PG-MAP NeurIPS 2026 — v1.0 custom-pipeline release

aacda29 verified 9 days ago

4 kB

	---
	language:
	- en
	license: mit
	library_name: diffusers
	tags:
	- text-to-image
	- stable-diffusion-3
	- flow-matching
	- inference-time-alignment
	- preference-optimization
	- pg-map
	- ug-fm
	- neurips-2026
	pipeline_tag: text-to-image
	---

	# PG-MAP / UG-FM for Stable Diffusion 3.5-medium

	Custom diffusers pipeline for UG-FM — the flow-matching reduction of PG-MAP on SD3.5-medium.

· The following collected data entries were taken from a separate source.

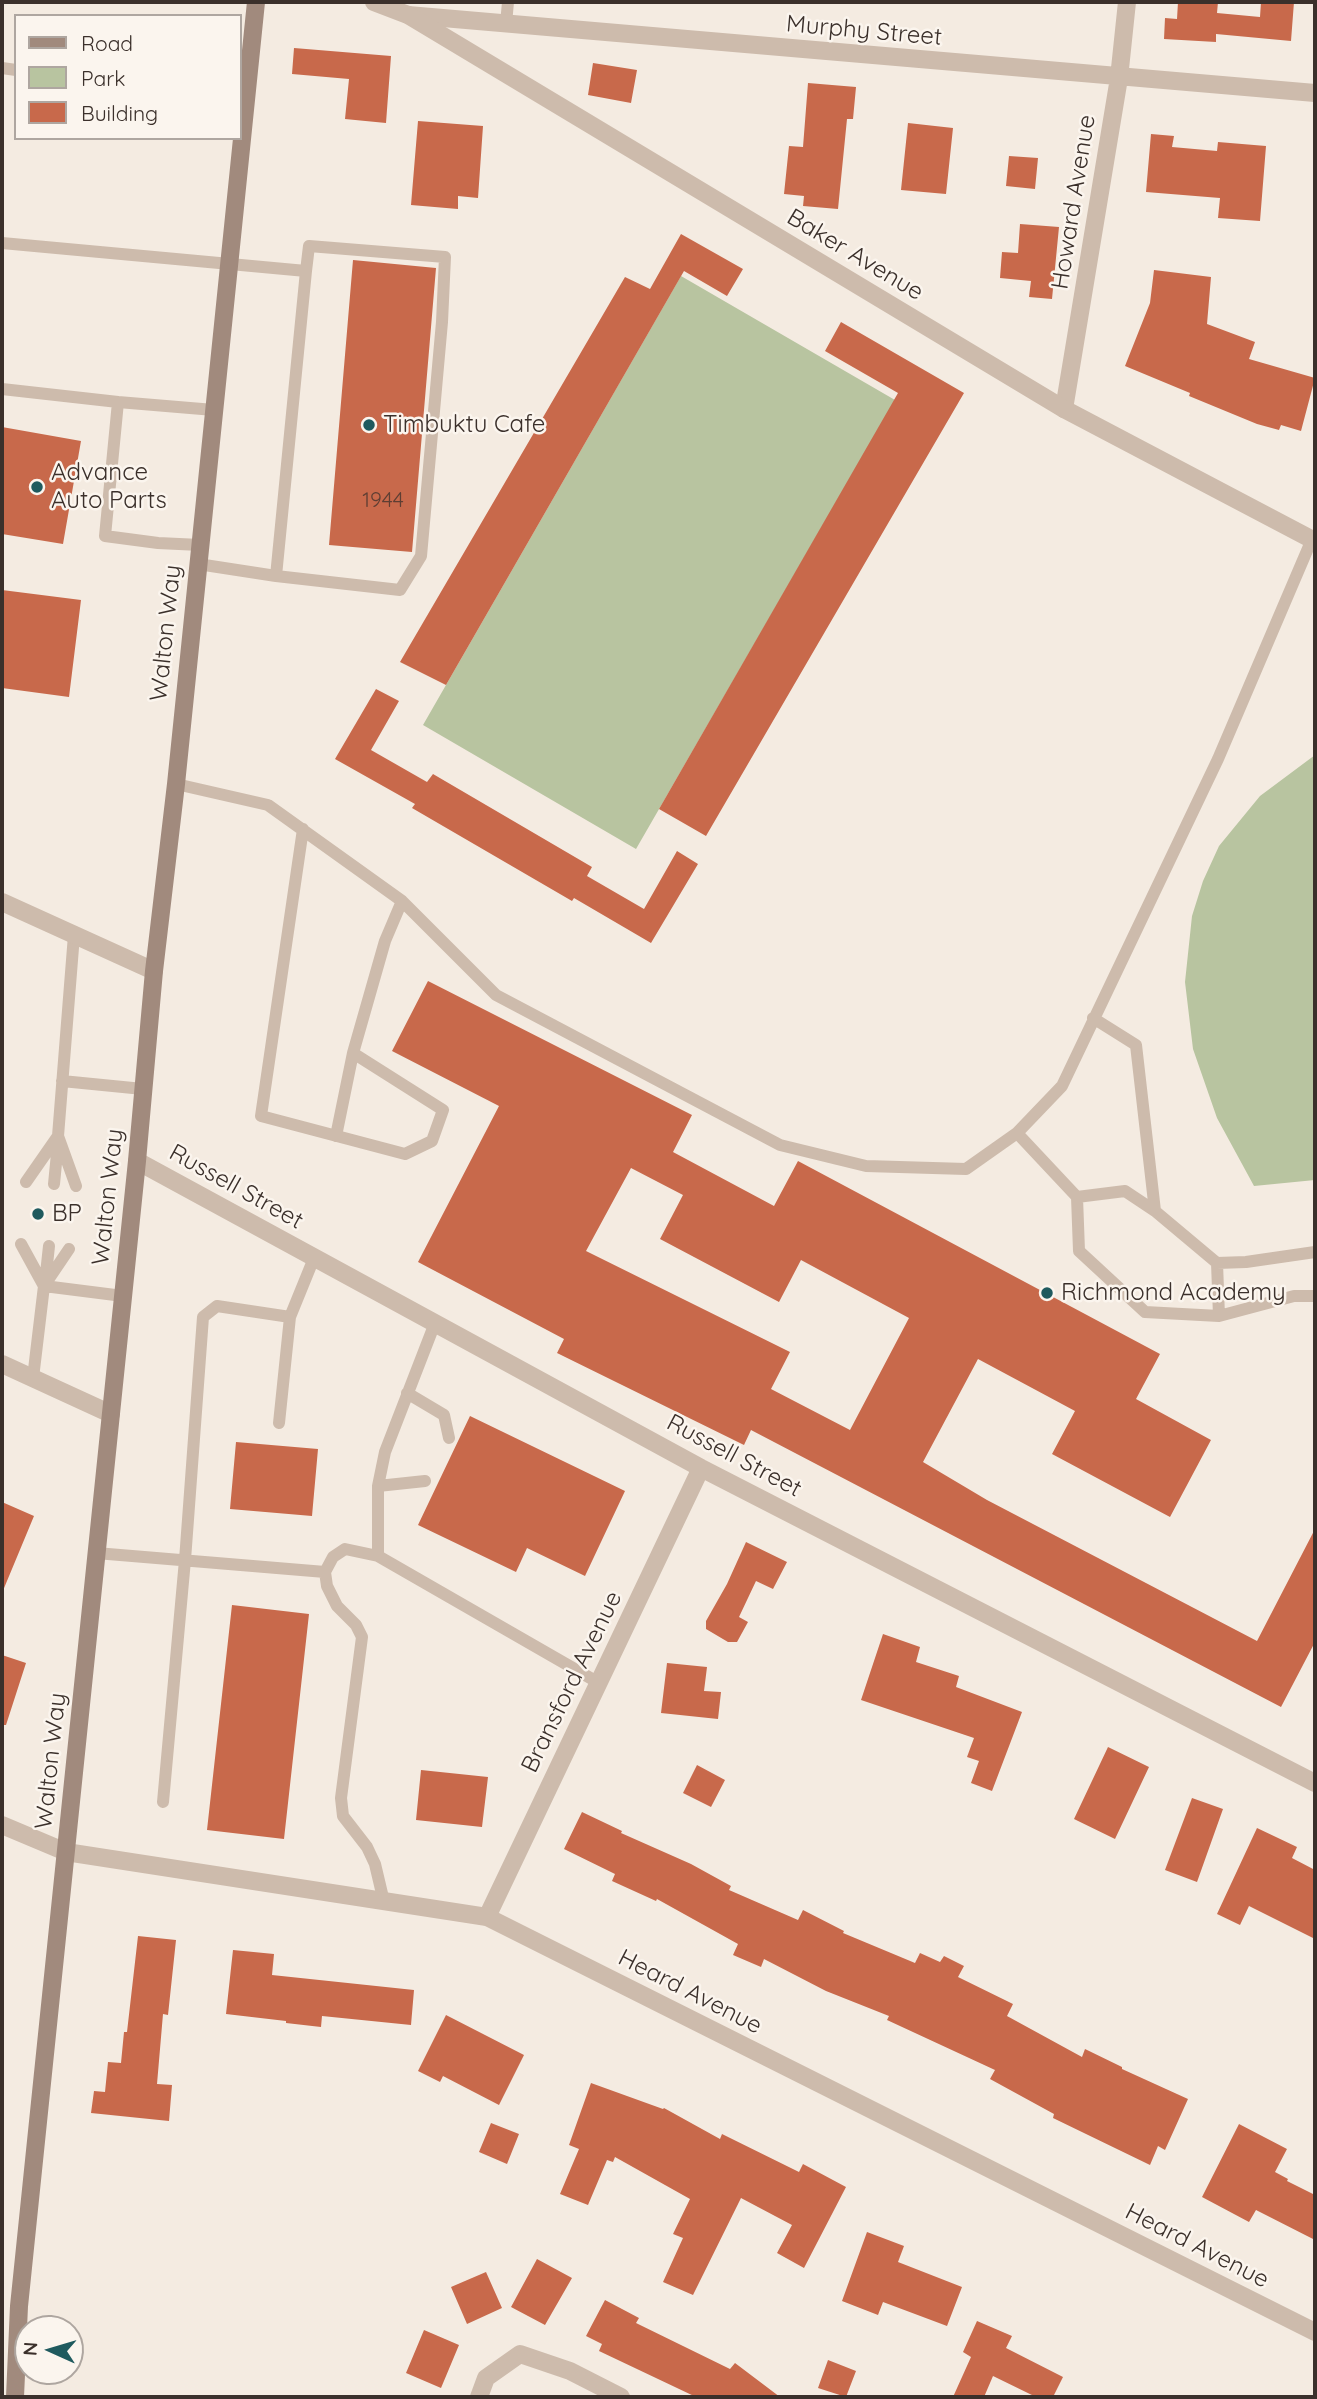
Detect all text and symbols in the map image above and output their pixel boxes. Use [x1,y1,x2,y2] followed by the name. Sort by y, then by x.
[785,10,943,52] street label: Murphy Street
[14,14,242,140] legend
[81,30,133,56] text: Road
[81,65,125,91] text: Park
[81,100,158,126] text: Building
[1046,113,1102,291] street label: Howard Avenue
[782,203,928,307] street label: Baker Avenue
[383,411,545,439] place label: Timbuktu Cafe
[361,417,377,433] marker: Timbuktu Cafe
[51,459,167,515] place label: Advance Auto Parts
[29,479,45,495] marker: Advance Auto Parts
[362,488,404,514] house number: 1944
[145,563,187,703] street label: Walton Way
[87,1127,129,1267] street label: Walton Way
[164,1138,308,1236] street label: Russell Street
[52,1200,82,1228] place label: BP
[30,1206,46,1222] marker: BP
[1061,1279,1286,1307] place label: Richmond Academy
[1039,1285,1055,1301] marker: Richmond Academy
[662,1408,806,1504] street label: Russell Street
[516,1587,628,1777] street label: Bransford Avenue
[30,1691,72,1831] street label: Walton Way
[613,1943,767,2041] street label: Heard Avenue
[1120,2197,1274,2295] street label: Heard Avenue
[14,2315,84,2385] north arrow
[18,2341,43,2356] text: N

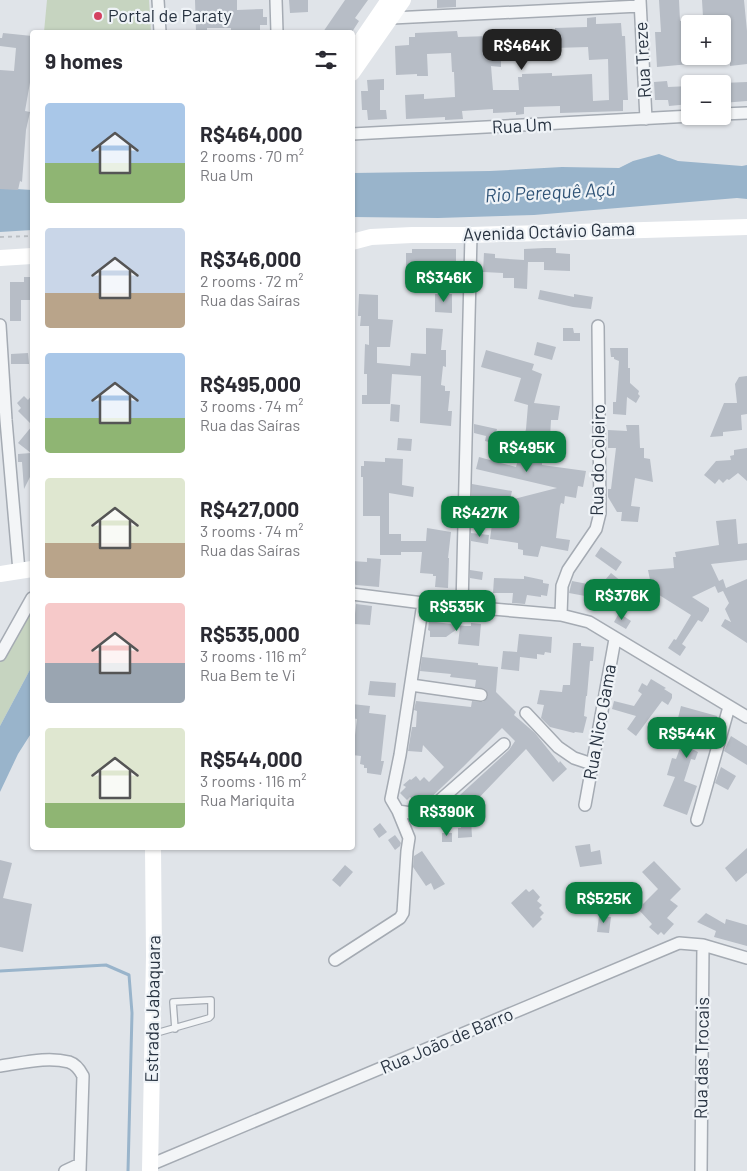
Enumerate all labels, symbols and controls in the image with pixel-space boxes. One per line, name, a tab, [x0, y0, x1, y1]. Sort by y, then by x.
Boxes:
place label: Portal de Paraty	[108, 4, 232, 26]
marker: Portal de Paraty	[92, 10, 104, 22]
map controls	[681, 15, 731, 125]
button: +	[681, 15, 731, 65]
street label: Rua Treze	[629, 21, 655, 99]
pin: R$464K	[481, 28, 563, 71]
text: R$464K	[494, 35, 550, 54]
icon: filters	[312, 46, 340, 74]
text: 9 homes	[45, 48, 123, 73]
button: −	[681, 75, 731, 125]
street label: Rua Um	[491, 112, 552, 138]
text: R$464,000	[200, 121, 303, 146]
icon: home	[85, 123, 145, 183]
text: 2 rooms · 70 m²	[200, 146, 304, 165]
text: Rua Um	[200, 165, 253, 184]
water label: Rio Perequê Açú	[484, 177, 616, 206]
street label: Avenida Octávio Gama	[463, 217, 635, 245]
text: R$346,000	[200, 246, 301, 271]
icon: home	[85, 248, 145, 308]
pin: R$346K	[403, 260, 485, 303]
text: R$346K	[416, 267, 472, 286]
text: 2 rooms · 72 m²	[200, 271, 303, 290]
text: Rua das Saíras	[200, 290, 300, 309]
text: R$495,000	[200, 371, 301, 396]
icon: home	[85, 373, 145, 433]
text: 3 rooms · 74 m²	[200, 396, 303, 415]
street label: Rua do Coleiro	[585, 404, 609, 516]
text: Rua das Saíras	[200, 415, 300, 434]
pin: R$495K	[486, 430, 568, 473]
text: R$495K	[499, 437, 555, 456]
text: R$427,000	[200, 496, 299, 521]
pin: R$427K	[439, 496, 521, 538]
icon: home	[85, 498, 145, 558]
text: R$427K	[452, 502, 508, 521]
text: 3 rooms · 74 m²	[200, 521, 303, 540]
text: Rua das Saíras	[200, 540, 300, 559]
pin: R$376K	[581, 578, 663, 621]
text: R$376K	[595, 585, 649, 604]
pin: R$535K	[416, 590, 498, 632]
text: R$535K	[430, 596, 484, 615]
text: R$535,000	[200, 621, 300, 646]
icon: home	[85, 623, 145, 683]
text: 3 rooms · 116 m²	[200, 646, 306, 665]
street label: Rua Nico Gama	[578, 662, 620, 781]
text: Rua Bem te Vi	[200, 665, 296, 684]
pin: R$544K	[646, 716, 728, 759]
text: R$544K	[659, 723, 715, 742]
text: R$544,000	[200, 746, 303, 771]
icon: home	[85, 748, 145, 808]
text: 3 rooms · 116 m²	[200, 771, 306, 790]
text: Rua Mariquita	[200, 790, 295, 809]
pin: R$390K	[406, 794, 488, 837]
text: R$390K	[419, 801, 475, 820]
pin: R$525K	[563, 882, 645, 924]
text: R$525K	[576, 888, 632, 907]
street label: Estrada Jabaquara	[140, 935, 164, 1083]
street label: Rua das Trocais	[689, 997, 713, 1119]
street label: Rua João de Barro	[377, 1002, 516, 1078]

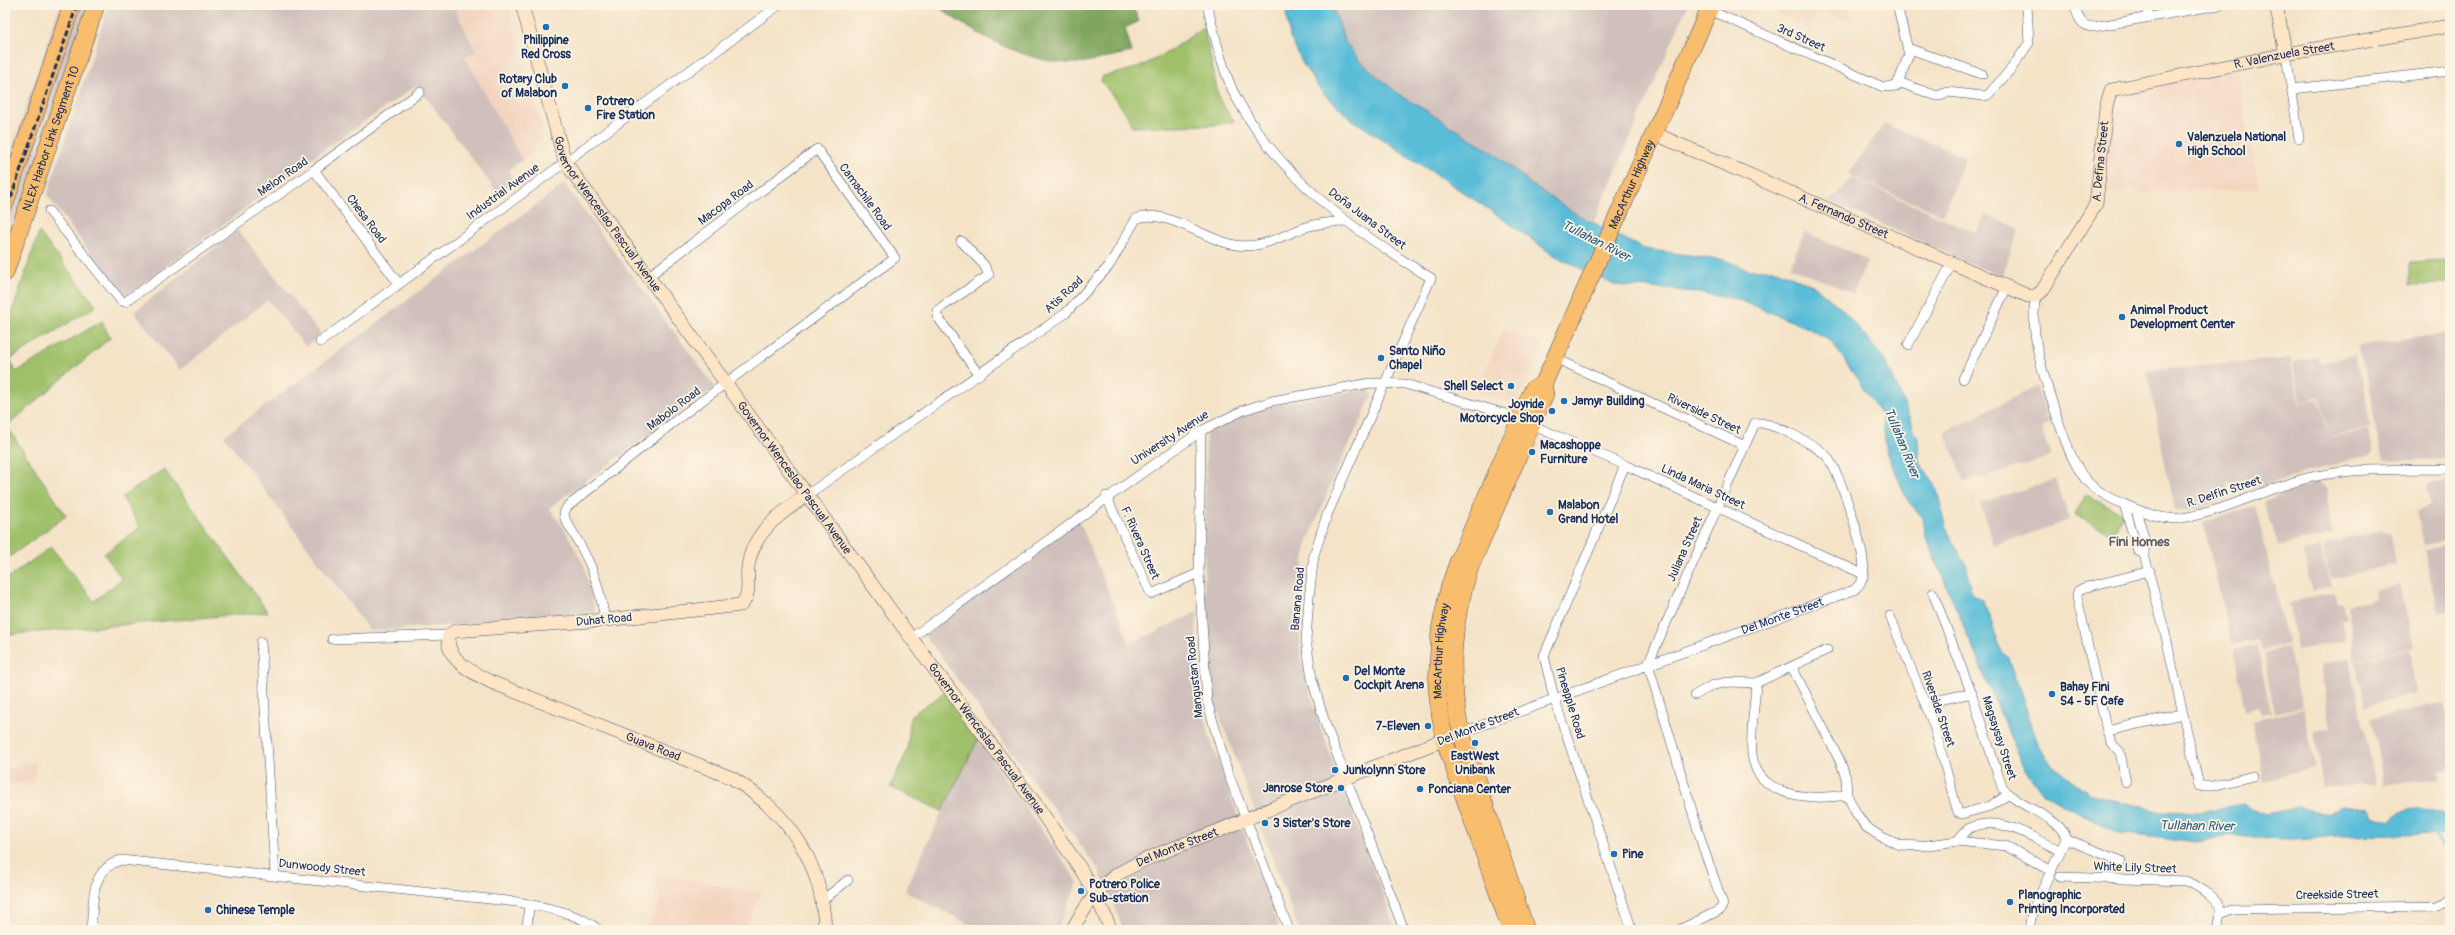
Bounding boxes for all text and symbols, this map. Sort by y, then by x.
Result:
street label: 3rd Street [1774,21,1828,55]
marker: Philippine Red Cross [541,22,551,32]
place label: Philippine Red Cross [521,33,572,62]
street label: R. Valenzuela Street [2232,38,2336,72]
street label: NLEX Harbor Link Segment 10 [19,64,82,213]
place label: Rotary Club of Malabon [499,72,557,101]
marker: Rotary Club of Malabon [560,81,570,91]
place label: Potrero Fire Station [596,94,655,123]
marker: Potrero Fire Station [583,103,593,113]
street label: A. Defina Street [2089,120,2112,202]
place label: Valenzuela National High School [2187,130,2286,159]
street label: Governor Wenceslao Pascual Avenue [551,134,665,295]
street label: MacArthur Highway [1605,137,1658,231]
marker: Valenzuela National High School [2174,139,2184,149]
street label: Melon Road [255,154,311,200]
street label: Industrial Avenue [464,160,543,224]
street label: Camachile Road [836,160,894,234]
street label: Macopa Road [695,177,757,229]
street label: Doña Juana Street [1325,185,1409,253]
street label: A. Fernando Street [1797,190,1891,242]
street label: Chesa Road [343,192,389,247]
water label: Tullahan River [1559,217,1635,266]
street label: Atis Road [1041,273,1087,317]
place label: Animal Product Development Center [2130,303,2236,332]
marker: Animal Product Development Center [2117,312,2127,322]
place label: Santo Niño Chapel [1389,344,1446,373]
marker: Santo Niño Chapel [1376,353,1386,363]
place label: Shell Select [1444,379,1504,394]
marker: Shell Select [1506,381,1516,391]
street label: Mabolo Road [644,384,704,434]
street label: Riverside Street [1665,390,1743,438]
place label: Jamyr Building [1572,394,1645,409]
marker: Jamyr Building [1559,396,1569,406]
place label: Joyride Motorcycle Shop [1460,397,1545,426]
street label: Governor Wenceslao Pascual Avenue [734,398,855,557]
water label: Tullahan River [1881,405,1924,483]
marker: Joyride Motorcycle Shop [1547,406,1557,416]
street label: University Avenue [1128,407,1212,469]
place label: Macashoppe Furniture [1540,438,1602,467]
marker: Macashoppe Furniture [1527,447,1537,457]
street label: Linda Maria Street [1659,461,1748,513]
street label: R. Delfin Street [2185,473,2263,511]
place label: Malabon Grand Hotel [1558,498,1619,527]
street label: F. Rivera Street [1117,504,1163,582]
marker: Malabon Grand Hotel [1545,507,1555,517]
street label: Juliana Street [1664,514,1706,584]
district label: Fini Homes [2108,534,2170,550]
street label: Banana Road [1288,566,1308,631]
street label: Del Monte Street [1739,594,1826,638]
street label: MacArthur Highway [1429,602,1453,700]
street label: Duhat Road [575,610,633,630]
street label: Mangustan Road [1183,635,1207,719]
street label: Governor Wenceslao Pascual Avenue [925,660,1048,817]
place label: Del Monte Cockpit Arena [1354,664,1424,693]
street label: Pineapple Road [1552,665,1588,741]
street label: Riverside Street [1918,669,1958,749]
marker: Del Monte Cockpit Arena [1341,673,1351,683]
place label: Bahay Fini S4 - 5F Cafe [2060,680,2125,709]
marker: Bahay Fini S4 - 5F Cafe [2047,689,2057,699]
street label: Magsaysay Street [1978,694,2020,782]
street label: Del Monte Street [1435,704,1521,749]
place label: 7-Eleven [1376,719,1420,734]
marker: 7-Eleven [1423,721,1433,731]
street label: Guava Road [623,729,683,764]
marker: EastWest Unibank [1470,738,1480,748]
place label: EastWest Unibank [1451,749,1500,778]
place label: Junkolynn Store [1343,763,1427,778]
marker: Junkolynn Store [1330,765,1340,775]
place label: Janrose Store [1263,781,1334,796]
place label: Ponciana Center [1428,782,1512,797]
marker: Janrose Store [1336,783,1346,793]
marker: Ponciana Center [1415,784,1425,794]
place label: 3 Sister's Store [1273,816,1351,831]
water label: Tullahan River [2160,817,2237,835]
marker: 3 Sister's Store [1260,818,1270,828]
street label: Del Monte Street [1134,824,1220,870]
place label: Pine [1622,847,1644,862]
marker: Pine [1609,849,1619,859]
street label: Dunwoody Street [278,856,366,880]
street label: White Lily Street [2093,859,2177,877]
place label: Potrero Police Sub-station [1089,877,1161,906]
marker: Potrero Police Sub-station [1076,886,1086,896]
street label: Creekside Street [2295,887,2379,903]
place label: Planographic Printing Incorporated [2018,888,2125,917]
marker: Planographic Printing Incorporated [2005,897,2015,907]
place label: Chinese Temple [216,903,296,918]
marker: Chinese Temple [203,905,213,915]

Defaults to the paper's headline configuration (data-side gate, $K_{UG}=4$, $\eta_z=0.1$, full backprop through the velocity prediction) which delivers 91.9% PickScore / 75.7% HPS win-rates against the static rectified-flow baseline on PartiPrompts ($n=1632$, seed 123).

	NeurIPS 2026 — see [github.com/sophialanlan/PG-MAP](https://github.com/sophialanlan/PG-MAP) for the paper, full configs, and reproduction scripts.

	## Install

	```bash
	pip install pg-map
	# or
	pip install git+https://github.com/sophialanlan/PG-MAP
	```

	You also need to accept the Stability AI Community License for the SD3.5 weights on [huggingface.co/stabilityai/stable-diffusion-3.5-medium](https://huggingface.co/stabilityai/stable-diffusion-3.5-medium) before the first load.

	## Usage

	```python
	from diffusers import DiffusionPipeline
	from pgmap import FrozenRewardModel
	import torch

	pipe = DiffusionPipeline.from_pretrained(
	"stabilityai/stable-diffusion-3.5-medium",
	custom_pipeline="sophialan/pg-map-sd3",
	torch_dtype=torch.float16,
	).to("cuda")

	reward = FrozenRewardModel("pickscore", device="cuda")

	# UG-FM (default): 91.9% PickScore configuration
	image = pipe(
	"a phoenix rising from ashes, vivid orange and red feathers",
	reward_model=reward,
	).images[0]
	```

	For the full PG-MAP-FM (joint c + z_t with flow consistency + Gaussian priors + reward), pass `pg_map_config` with `optimize_c=True`:

	```python
	from pgmap import sdxl_defaults
	from dataclasses import replace

	cfg = sdxl_defaults() # starting point
	cfg = replace(cfg, optimize_c=True, optimize_z=True)
	image = pipe("a phoenix rising from ashes", pg_map_config=cfg).images[0]
	```

	## Why UG-FM is the right default for flow matching

	Per paper §3.2, on SD3.5 the optimal active set collapses to $\{z_t\}$ alone at data-side steps for two transport-specific reasons:

	1. Conditioning capacity. SD3.5's concatenated CLIP-L / CLIP-G / T5-XXL representation has ~1.4 M optimisable parameters, so a unit-normalised c-gradient is spread too thinly to move any single direction.
	2. Local Euler amplification. A noise-side perturbation traverses ~25 factors of $I + \Delta t_j\,\partial_z v_\theta$ and grows 5–50×, while a data-side perturbation has only 1–3 remaining factors and stays bounded (sub-pixel mean RMSE $0.61/255$).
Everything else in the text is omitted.